Retirees are failing to consider the impact that inflation is having on their pension savings — almost 10 years on from the introduction of pension freedom rules.
Early findings from a new longitudinal study — conducted by master trust provider People’s Partnership and State Street Global Advisers — show that as many as a million savers in drawdown are failing to take inflation into account when making decisions about their retirement savings.
The study says this could mean that people’s savings might not go as far they had anticipated — and it highlights the earlier investment decisions may no longer be appropriate, given changing economic conditions.
This study, New Choices, Big Decisions, has followed a group of older savers up to and into their retirement since 2015 and will be published in full next year.
As a result it of these initial findings the study recommends that stress-testing planning tools, offered by financial service providers, should provide a greater focus on inflation protection.

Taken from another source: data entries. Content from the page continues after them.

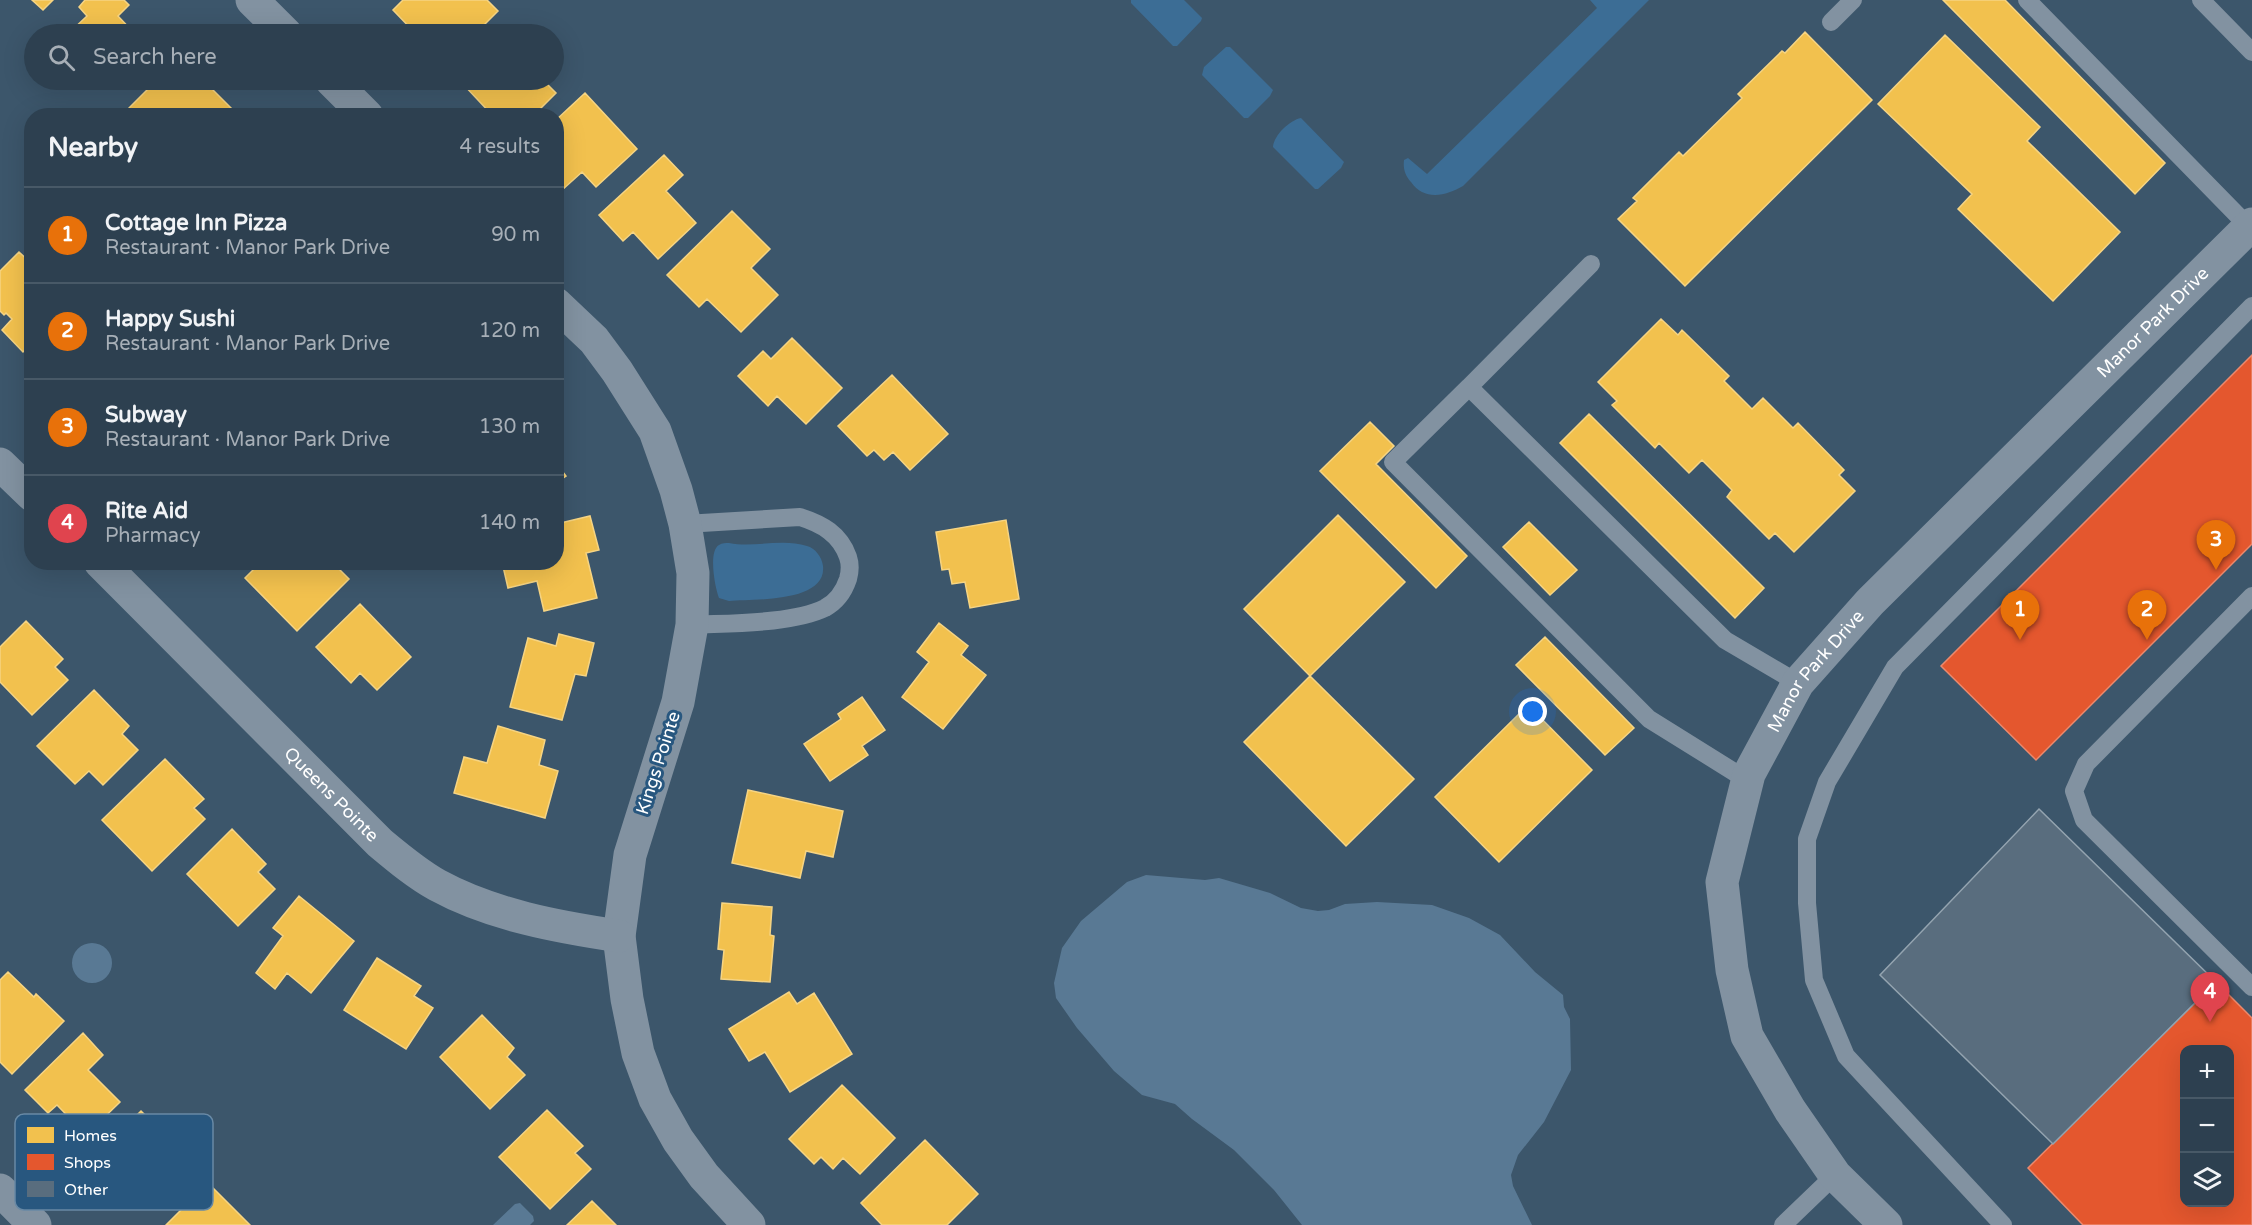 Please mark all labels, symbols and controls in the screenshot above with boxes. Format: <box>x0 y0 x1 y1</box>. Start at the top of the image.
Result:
search box <box>24 24 564 90</box>
icon: search <box>45 41 78 74</box>
text: Search here <box>93 44 217 70</box>
text: Nearby <box>48 132 138 163</box>
text: 4 results <box>460 135 540 159</box>
text: Cottage Inn Pizza <box>105 210 287 236</box>
text: 1 <box>61 223 74 247</box>
text: 90 m <box>491 223 540 247</box>
text: Restaurant · Manor Park Drive <box>105 236 390 260</box>
street label: Manor Park Drive <box>2092 262 2213 382</box>
text: Happy Sushi <box>105 306 235 332</box>
text: 2 <box>61 319 74 343</box>
text: 120 m <box>479 319 540 343</box>
text: Restaurant · Manor Park Drive <box>105 332 390 356</box>
text: Subway <box>105 402 187 428</box>
text: 3 <box>61 415 74 439</box>
text: 130 m <box>479 415 540 439</box>
text: Restaurant · Manor Park Drive <box>105 428 390 452</box>
text: Rite Aid <box>105 498 188 524</box>
text: 4 <box>61 511 74 535</box>
text: 140 m <box>479 511 540 535</box>
pin: 3 <box>2196 520 2236 570</box>
text: Pharmacy <box>105 524 200 548</box>
pin: 1 <box>2000 590 2040 640</box>
pin: 2 <box>2128 590 2166 640</box>
street label: Manor Park Drive <box>1763 605 1869 736</box>
your location <box>1518 697 1547 726</box>
street label: Kings Pointe <box>631 709 685 817</box>
street label: Queens Pointe <box>280 742 383 846</box>
pin: 4 <box>2190 972 2230 1022</box>
map controls <box>2180 1045 2234 1207</box>
button: + <box>2180 1045 2234 1099</box>
button: − <box>2180 1099 2234 1153</box>
legend <box>15 1114 213 1210</box>
text: Homes <box>64 1126 117 1146</box>
text: Shops <box>64 1153 111 1173</box>
button: layers <box>2180 1153 2234 1207</box>
text: Other <box>64 1180 109 1200</box>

It says that pension providers should also look to strengthen the information they provide on inflation in their customer information and education resources. In response People’s People’s Partnership, which provides The People’s Pension master trust has launched a new online retirement planner to help its 6.5m savers with this issue.
People’s Partnership, director of policy Phil Brown says: “This study shows that people don’t necessarily make the right choice and, without support, they tend to develop an inflation ‘blind spot’ in their retirement planning.
“We mustn’t forget that the recently retired vividly remember interest rates at 15 per cent and above in the 1970s and early ’80s, yet many still don’t factor in inflation when planning their finances.
“This research underlines the need for savers to have access to retirement planning tools and products which factor in inflation and highlight the risks that poses to savings. There is a real danger that some retirees will have less in their pockets over the longer term than they had first anticipated.”
He adds that these findings are further evidence that the average saver, especially those in their sixties and seventies, require more support when it comes to accessing their retirement pots, especially those who entered into drawdown before the economy experienced its current challenges.
State Street head of retirement strategy Alistair Byrne adds: “Our research underlines the challenges individuals face when making decisions about how to access their pension pots. It’s clear they need more support from the industry, and access to well-designed solutions that deliver a balance of flexibility in early retirement and life-long income in later life.”